“On paper, Mo,” said Conklin. “Not with Dimitri Krupkin. I know him. Charlie doesn’t.”
“Oh? He’s one of the evil people?”
“Kruppie evil? No, not really—”
“Kruppie?”
“We go way back as young hustlers to Istanbul in the late sixties and Athens after that, then Amsterdam later. … Krupkin’s not malevolent, and he works like a son of a bitch for Moscow with a damn good second-rate mind, better than eighty percent of the clowns in our business, but he’s got a problem. He’s fundamentally on the wrong side, in the wrong society. His parents should have come over with mine when the Bolsheviks took the throne.”

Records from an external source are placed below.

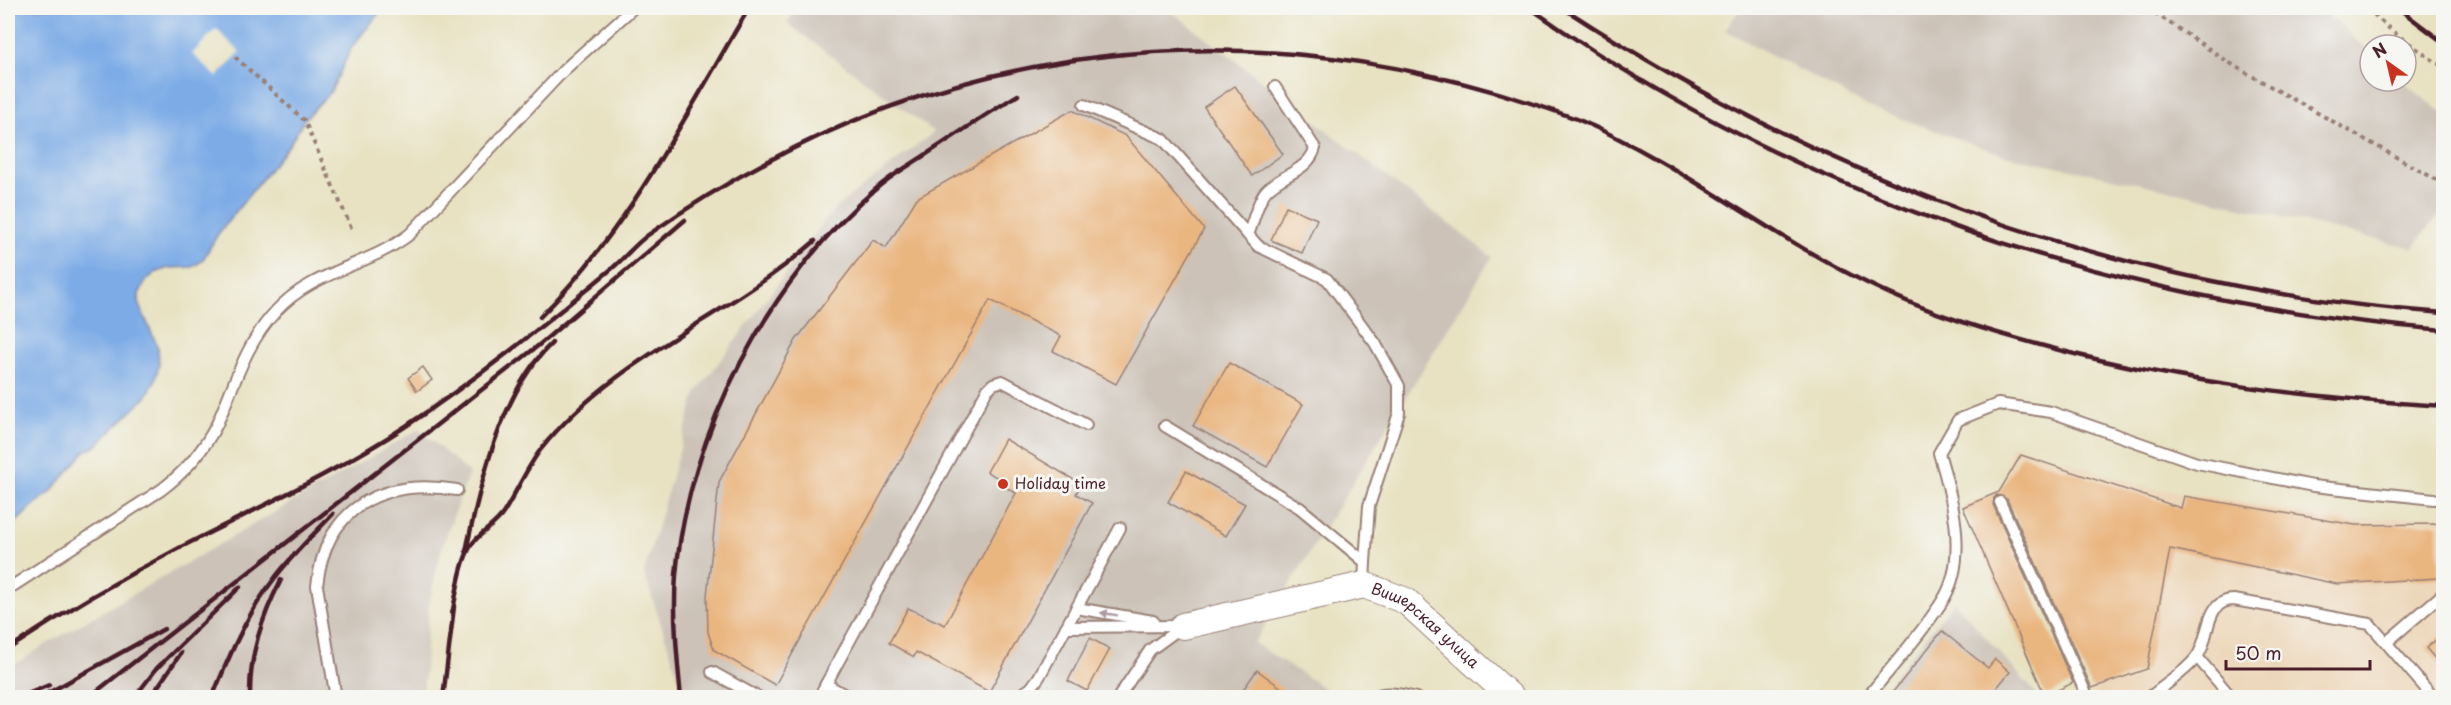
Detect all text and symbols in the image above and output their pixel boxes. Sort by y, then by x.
north arrow [2358,33,2418,93]
text: N [2367,36,2391,63]
place label: Holiday time [1015,471,1106,494]
marker: Holiday time [996,477,1010,491]
street label: Вишерская улица [1368,576,1486,673]
one-way arrow [1099,609,1118,618]
scale bar [2226,633,2370,671]
text: 50 m [2235,639,2282,666]

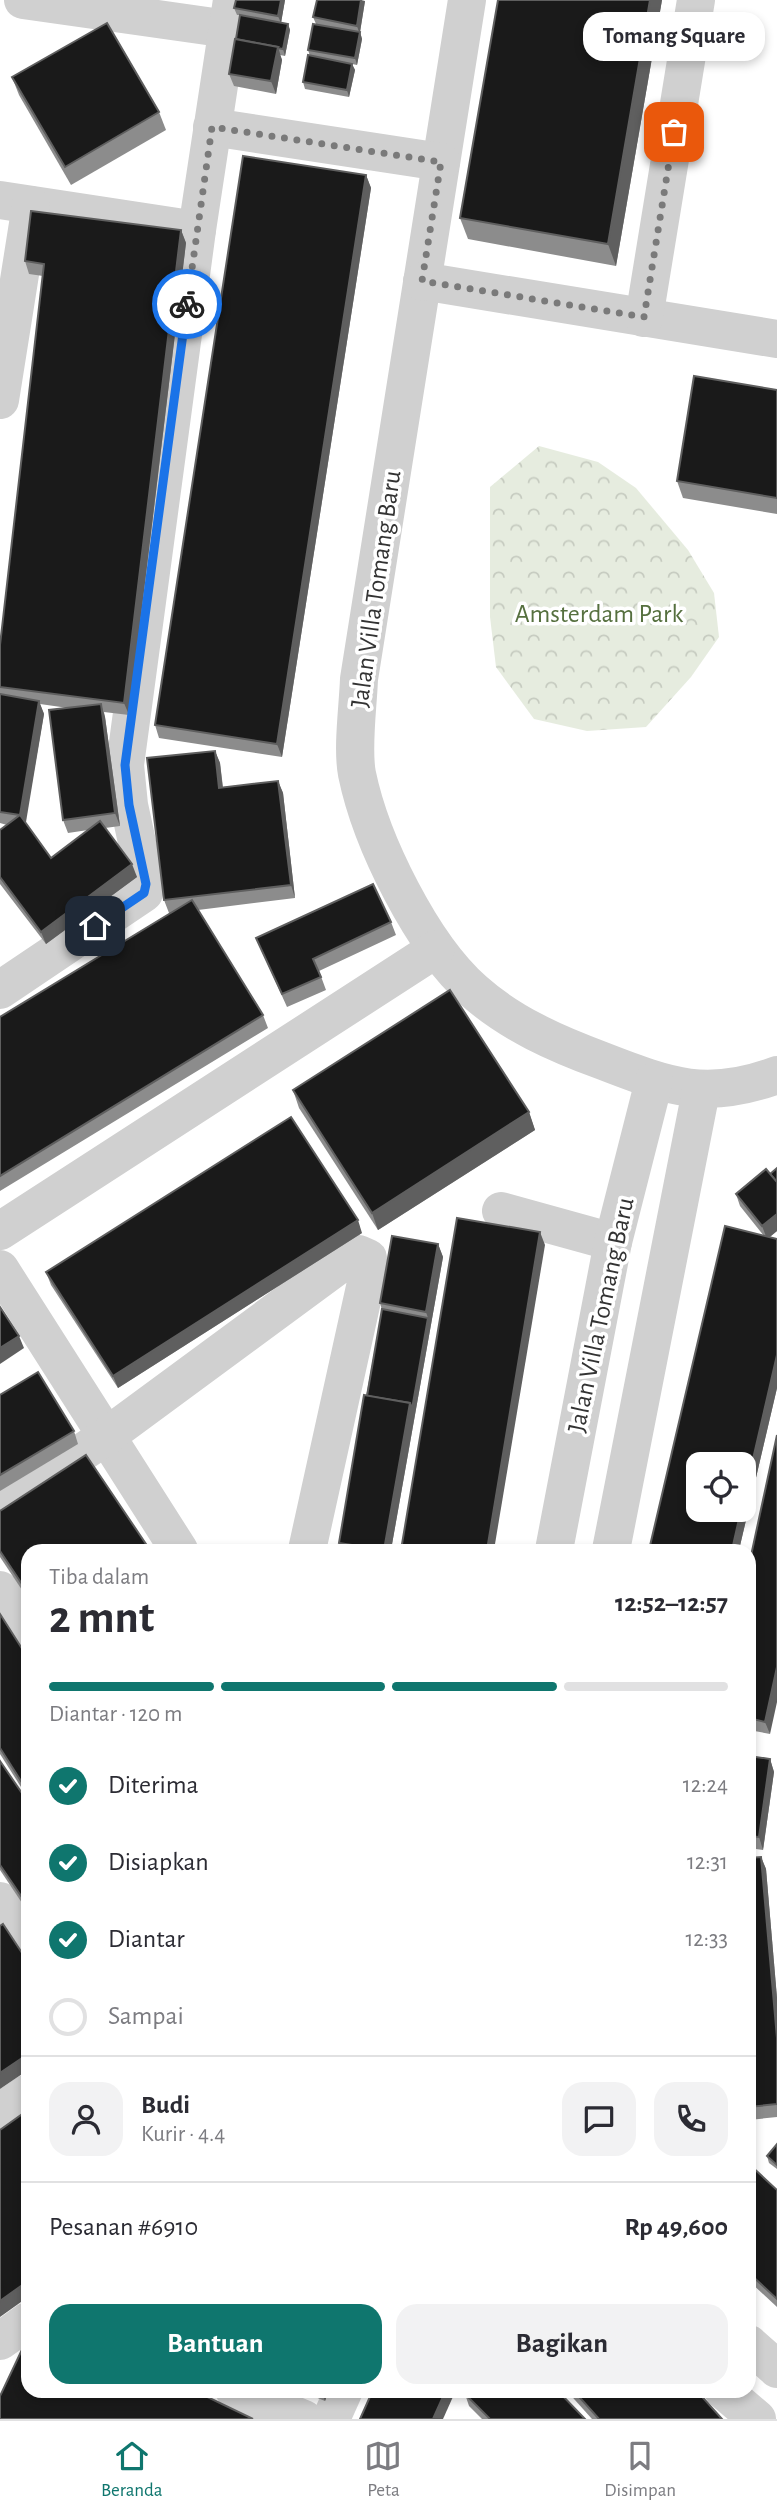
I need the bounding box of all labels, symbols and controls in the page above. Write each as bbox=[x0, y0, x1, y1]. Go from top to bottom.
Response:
callout: Tomang Square bbox=[583, 13, 765, 62]
text: Tomang Square bbox=[603, 25, 745, 48]
pin bbox=[644, 102, 704, 162]
icon: bag bbox=[655, 113, 693, 151]
courier bbox=[152, 269, 222, 339]
icon: bike bbox=[168, 285, 206, 323]
street label: Jalan Villa Tomang Baru bbox=[346, 469, 406, 709]
park label: Amsterdam Park bbox=[515, 601, 683, 627]
pin bbox=[65, 896, 125, 956]
icon: home bbox=[76, 907, 114, 945]
street label: Jalan Villa Tomang Baru bbox=[563, 1195, 639, 1435]
map controls bbox=[686, 1452, 756, 1522]
button: locate bbox=[686, 1452, 756, 1522]
text: Tiba dalam bbox=[49, 1566, 149, 1589]
text: 12:52–12:57 bbox=[615, 1590, 728, 1616]
text: 2 mnt bbox=[49, 1595, 154, 1641]
text: Diantar · 120 m bbox=[49, 1703, 182, 1726]
icon: check bbox=[49, 1767, 87, 1805]
text: Diterima bbox=[108, 1772, 199, 1798]
text: 12:24 bbox=[683, 1774, 728, 1797]
icon: check bbox=[49, 1844, 87, 1882]
text: Disiapkan bbox=[108, 1849, 209, 1875]
text: 12:31 bbox=[687, 1851, 728, 1874]
icon: check bbox=[49, 1921, 87, 1959]
text: Diantar bbox=[108, 1926, 185, 1952]
text: 12:33 bbox=[685, 1928, 728, 1951]
text: Sampai bbox=[108, 2003, 184, 2029]
button: person bbox=[49, 2082, 123, 2156]
button: chat bbox=[562, 2082, 636, 2156]
button: phone bbox=[654, 2082, 728, 2156]
text: Budi bbox=[141, 2092, 190, 2118]
text: Kurir · 4.4 bbox=[141, 2123, 225, 2146]
text: Pesanan #6910 bbox=[49, 2214, 198, 2240]
text: Rp 49,600 bbox=[625, 2214, 728, 2240]
button: Bantuan bbox=[49, 2304, 382, 2384]
button: Bagikan bbox=[396, 2304, 728, 2384]
tab: Beranda bbox=[101, 2437, 163, 2502]
tab: Peta bbox=[364, 2437, 402, 2502]
tab: Disimpan bbox=[604, 2437, 676, 2502]

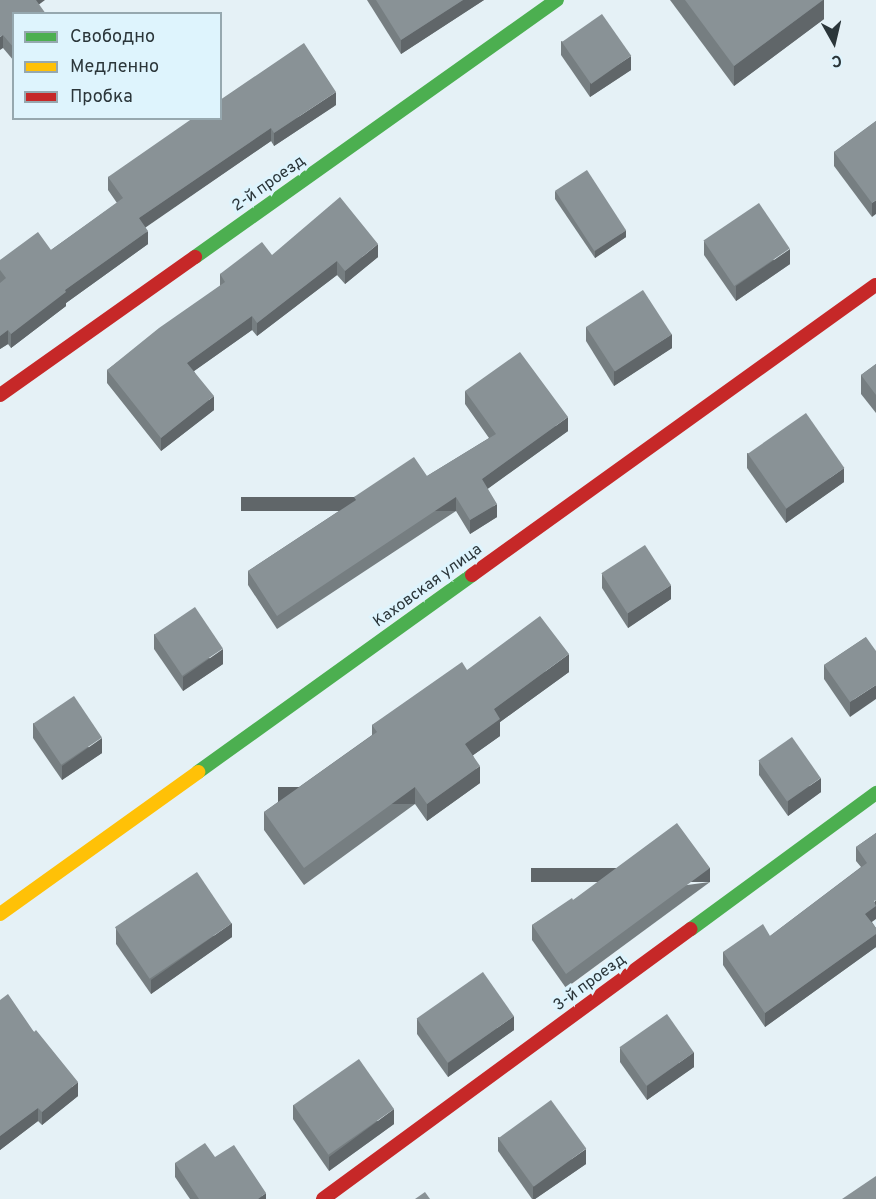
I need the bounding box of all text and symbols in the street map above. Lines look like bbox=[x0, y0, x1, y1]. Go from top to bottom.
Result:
legend bbox=[12, 12, 222, 120]
north arrow bbox=[804, 12, 864, 72]
text: Свободно bbox=[70, 26, 155, 49]
text: С bbox=[830, 49, 843, 70]
text: Медленно bbox=[70, 56, 159, 79]
text: Пробка bbox=[70, 86, 133, 109]
street label: 2-й проезд bbox=[229, 152, 309, 216]
street label: Каховская улица bbox=[370, 540, 486, 632]
street label: 3-й проезд bbox=[550, 950, 630, 1016]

“I forget. Your family was Russian.”
“Speaking the language helps with Kruppie. I can nail his nuances. He’s the quintessential capitalist. Like the economic ministers in Beijing, he doesn’t just like money, he’s obsessed with it—and everything that goes with it. Out of sight and out of sanction, he could be bought.”
“You mean by the Jackal?”
“I saw him bought in Athens by Greek developers selling additional airstrips to Washington when they knew the Communists were going to throw us out. They paid him to shut up. Then I watched him broker diamonds in Amsterdam between the merchants on the Nieuwmarkt and the dacha-elite in Moscow. We had drinks one night in the Kattengat and I asked him, ‘Kruppie, what the fuck are you doing?’ You know what he said? He said in clothes I couldn’t afford, ‘Aleksei, I’ll do everything I can to outsmart you, to help the supreme Soviet to gain world dominance, but in the meantime, if you’d like a holiday, I have a lovely house on the lake in Geneva.’ That’s what he said, Mo.”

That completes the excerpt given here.